We have worked hard to prepare our readership for the event that will transform New England railroading and affect the entire region. We’ve tested the skepticism, girded against the giddiness, exploded the rumors, and gathered scraps of real information until they presented a story that could hold water.
We’ve identified the buyer, figured out the key piece to the puzzle, recognized NS’s veto power, offered advice to CSX, reported PAR’s quick Christmas fix on a Hoosac hiccup and their recent winter blitz to speed up the line, and detailed NS’s discomfort, etc.
But every morning we’ve been waking up to WSTB playing any song except the one we’ve requested, and in the past few days it’s come to feel like they never will. On 18.January, qualified sources confirmed that NS was on a very different track from CSX as to who should operate the Patriot Corridor. The 21.January CSX Q4 2020 Earnings Call closed without a peep about PAR (but plenty about the restructured STB’s wayward tendencies). On 29.January, PAR’s BLET membership ratified a pat three-year deal (rather than say, a one-year agreement that protects current jobs in the new company, but soon awards Class I benefits).

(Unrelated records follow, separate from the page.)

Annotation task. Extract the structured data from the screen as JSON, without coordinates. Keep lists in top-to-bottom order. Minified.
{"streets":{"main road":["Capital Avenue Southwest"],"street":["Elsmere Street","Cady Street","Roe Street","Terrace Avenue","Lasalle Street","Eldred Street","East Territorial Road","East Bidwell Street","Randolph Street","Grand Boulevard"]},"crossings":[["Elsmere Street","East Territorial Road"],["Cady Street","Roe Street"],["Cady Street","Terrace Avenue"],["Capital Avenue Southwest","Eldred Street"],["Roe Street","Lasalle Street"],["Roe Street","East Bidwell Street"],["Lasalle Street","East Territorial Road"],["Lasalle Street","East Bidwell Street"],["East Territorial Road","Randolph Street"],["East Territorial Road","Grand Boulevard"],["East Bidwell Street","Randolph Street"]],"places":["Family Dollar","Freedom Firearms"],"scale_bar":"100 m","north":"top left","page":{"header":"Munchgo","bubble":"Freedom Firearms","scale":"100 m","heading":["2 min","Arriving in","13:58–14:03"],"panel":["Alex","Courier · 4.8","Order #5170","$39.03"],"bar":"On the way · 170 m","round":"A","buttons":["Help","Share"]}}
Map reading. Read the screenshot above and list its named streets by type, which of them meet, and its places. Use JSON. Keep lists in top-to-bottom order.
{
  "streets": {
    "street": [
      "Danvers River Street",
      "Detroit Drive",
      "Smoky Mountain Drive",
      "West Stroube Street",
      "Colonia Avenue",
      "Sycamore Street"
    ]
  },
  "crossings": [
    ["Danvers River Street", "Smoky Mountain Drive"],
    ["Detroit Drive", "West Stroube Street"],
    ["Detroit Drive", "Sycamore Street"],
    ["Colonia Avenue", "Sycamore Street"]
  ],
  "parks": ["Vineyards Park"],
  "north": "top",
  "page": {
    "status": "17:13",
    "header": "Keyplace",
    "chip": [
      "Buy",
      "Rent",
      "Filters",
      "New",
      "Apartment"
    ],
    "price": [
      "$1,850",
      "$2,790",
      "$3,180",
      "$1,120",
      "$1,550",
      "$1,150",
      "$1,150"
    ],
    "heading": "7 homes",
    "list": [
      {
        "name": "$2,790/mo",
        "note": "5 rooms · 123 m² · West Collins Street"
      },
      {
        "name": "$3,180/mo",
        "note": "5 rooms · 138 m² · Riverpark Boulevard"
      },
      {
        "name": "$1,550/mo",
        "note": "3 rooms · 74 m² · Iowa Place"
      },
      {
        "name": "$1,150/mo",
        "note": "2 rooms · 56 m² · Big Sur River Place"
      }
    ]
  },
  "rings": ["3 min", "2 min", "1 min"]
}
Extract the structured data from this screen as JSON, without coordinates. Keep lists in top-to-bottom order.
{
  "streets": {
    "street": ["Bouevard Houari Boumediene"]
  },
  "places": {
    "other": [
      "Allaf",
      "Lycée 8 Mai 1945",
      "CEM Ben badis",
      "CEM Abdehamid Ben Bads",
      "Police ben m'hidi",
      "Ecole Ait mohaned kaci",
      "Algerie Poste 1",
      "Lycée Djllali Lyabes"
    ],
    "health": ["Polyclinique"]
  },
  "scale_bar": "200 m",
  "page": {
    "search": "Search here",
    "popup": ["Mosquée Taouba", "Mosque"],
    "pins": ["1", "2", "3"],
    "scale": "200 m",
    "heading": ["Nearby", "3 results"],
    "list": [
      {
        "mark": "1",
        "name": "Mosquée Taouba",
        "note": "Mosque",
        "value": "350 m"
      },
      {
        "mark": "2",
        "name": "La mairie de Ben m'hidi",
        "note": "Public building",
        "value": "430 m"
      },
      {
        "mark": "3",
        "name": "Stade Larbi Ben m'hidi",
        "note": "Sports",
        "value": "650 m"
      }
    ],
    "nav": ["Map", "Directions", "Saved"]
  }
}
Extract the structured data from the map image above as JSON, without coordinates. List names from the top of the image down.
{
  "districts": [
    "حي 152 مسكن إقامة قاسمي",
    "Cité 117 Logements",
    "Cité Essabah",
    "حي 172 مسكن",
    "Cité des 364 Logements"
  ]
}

As explained in PAS: KNOW WHEN TO HOLD ‘EM, KNOW WHEN TO FOLD ‘EM (ANRP 04.Aug.2020), and CSX/MADOT: Will B&A Shake Out of PAR to Become East-West Passenger Corridor? (ANRP 11.Nov.2020), the prospective sale has all along hinged on three big assumptions: That NS would cooperate in order to gain a Corridor partner with a mutual interest in sharing a well-maintained, objectively-operated mainline, that the Commonwealth of Massachusetts would acquire CSX’s B&A line for the long-dreamed-of East-West Corridor, a cross-state commuter rail line, and that regulators would support a single New England mainline that would save costs and not harm competition.
At this point, there is little corroborating evidence for or against any of these assumptions. But with NS determined to name the Patriot Corridor operator (and already enjoying higher track speeds), and with MassDOT in “save” rather than “spend” mode, and with an STB oriented more toward public than private concerns, circumstances seem to have turned against all three.
All PSA’s come with an expiration date, and to-day is the 89th since the agreement was signed (06.Nov.2020, according to our math – Ed.). It seems like the CSX-PAR train is being held out of the terminal. Is it about to be abolished?